There are numerous algorithms that process a list of values. The purpose of this
algorithm all-hands assignment is to design, implement, test and then use in an
empirical study a tool that can automatically conduct doubling experiments to
measure the performance of an arbitrary list processing algorithm. The tool that
you implement, tentatively called bosco
, should operate in a fashion that is
as general-purpose as is possible. This means that it should, whenever possible,
be able to automatically detect and invoke a list-processing function in a
provided Python source code file, determine the type of list that is input into
that function, and then generate data that is suitable for the purposes of
running a doubling experiment to identify its likely worst-case time complexity.
Ultimately, this algorithm all-hands assignment invites you to apply what you learned in the algorithm analysis course, by implementing a benchmarking framework that operates in the following fashion:
- Accept as input one or more Python source code files that contain one or more functions that perform list processing.

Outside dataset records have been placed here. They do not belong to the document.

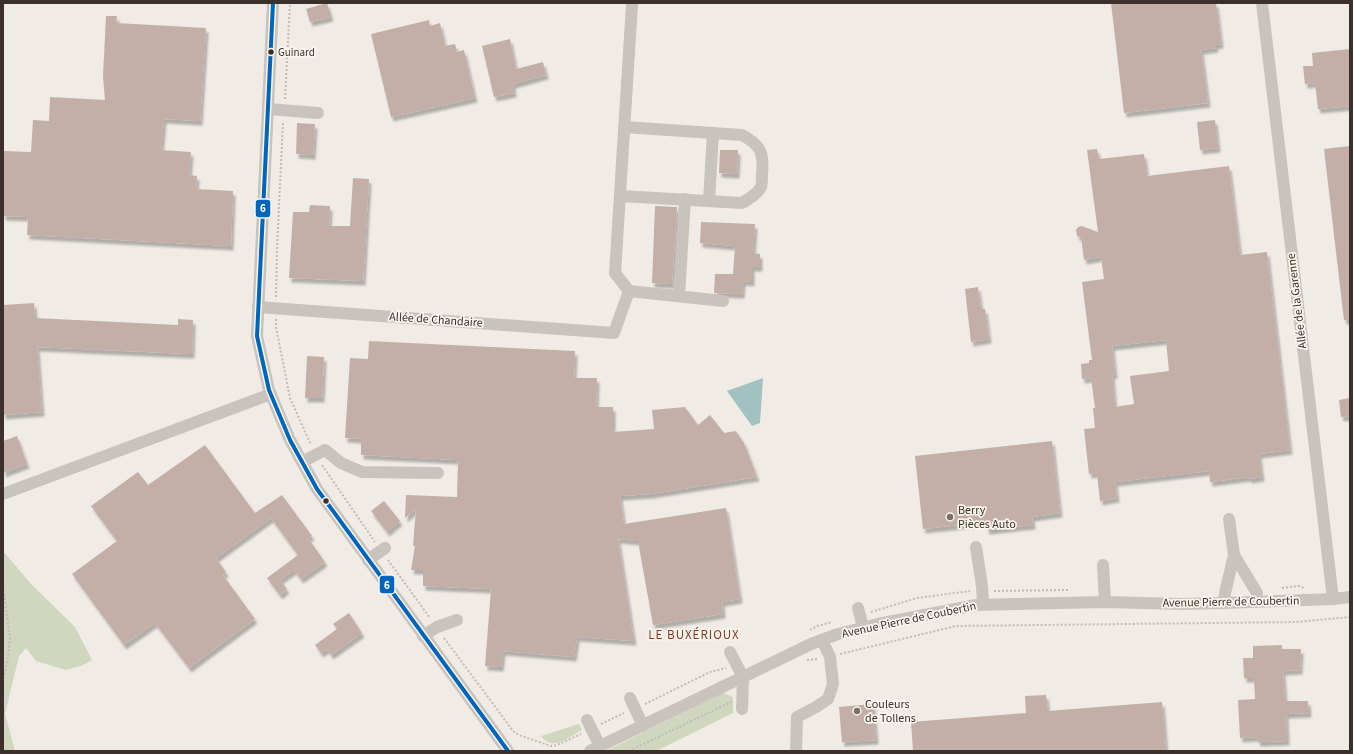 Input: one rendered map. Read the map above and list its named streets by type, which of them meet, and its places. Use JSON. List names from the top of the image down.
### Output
{
  "streets": {
    "street": ["Allée de la Garenne", "Allée de Chandaire", "Avenue Pierre de Coubertin"]
  },
  "crossings": [
    ["Allée de la Garenne", "Avenue Pierre de Coubertin"]
  ],
  "districts": ["LE BUXÉRIOUX"],
  "places": ["Guinard", "Berry Pièces Auto", "Couleurs de Tollens"],
  "lines": ["transit line 6"]
}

For the purposes of creating your benchmarking framework you can assume that all list-processing algorithms will implement some type of function that accepts as input a list and that it will be this list whose contents are doubled during the execution of a doubling experiment.
- Accept as input the fully-qualified name of a list-processing function that should be subject to benchmarking through a doubling experiment.
- Accept as input the description of an input generation procedure that can automatically generate data suitable for the purposes of conducting a doubling experiment to evaluate the performance of the list-processing algorithm.
- Automatically extract the list-processing function from the provided Python source code file(s) and then reflectively invoke the function to sort data that was automatically generated.
- In a series of automatically completed benchmarking rounds, the tool should conduct a doubling experiment by which it generates data sets of increasing size and then uses them to evaluate the performance of the list-processing algorithm.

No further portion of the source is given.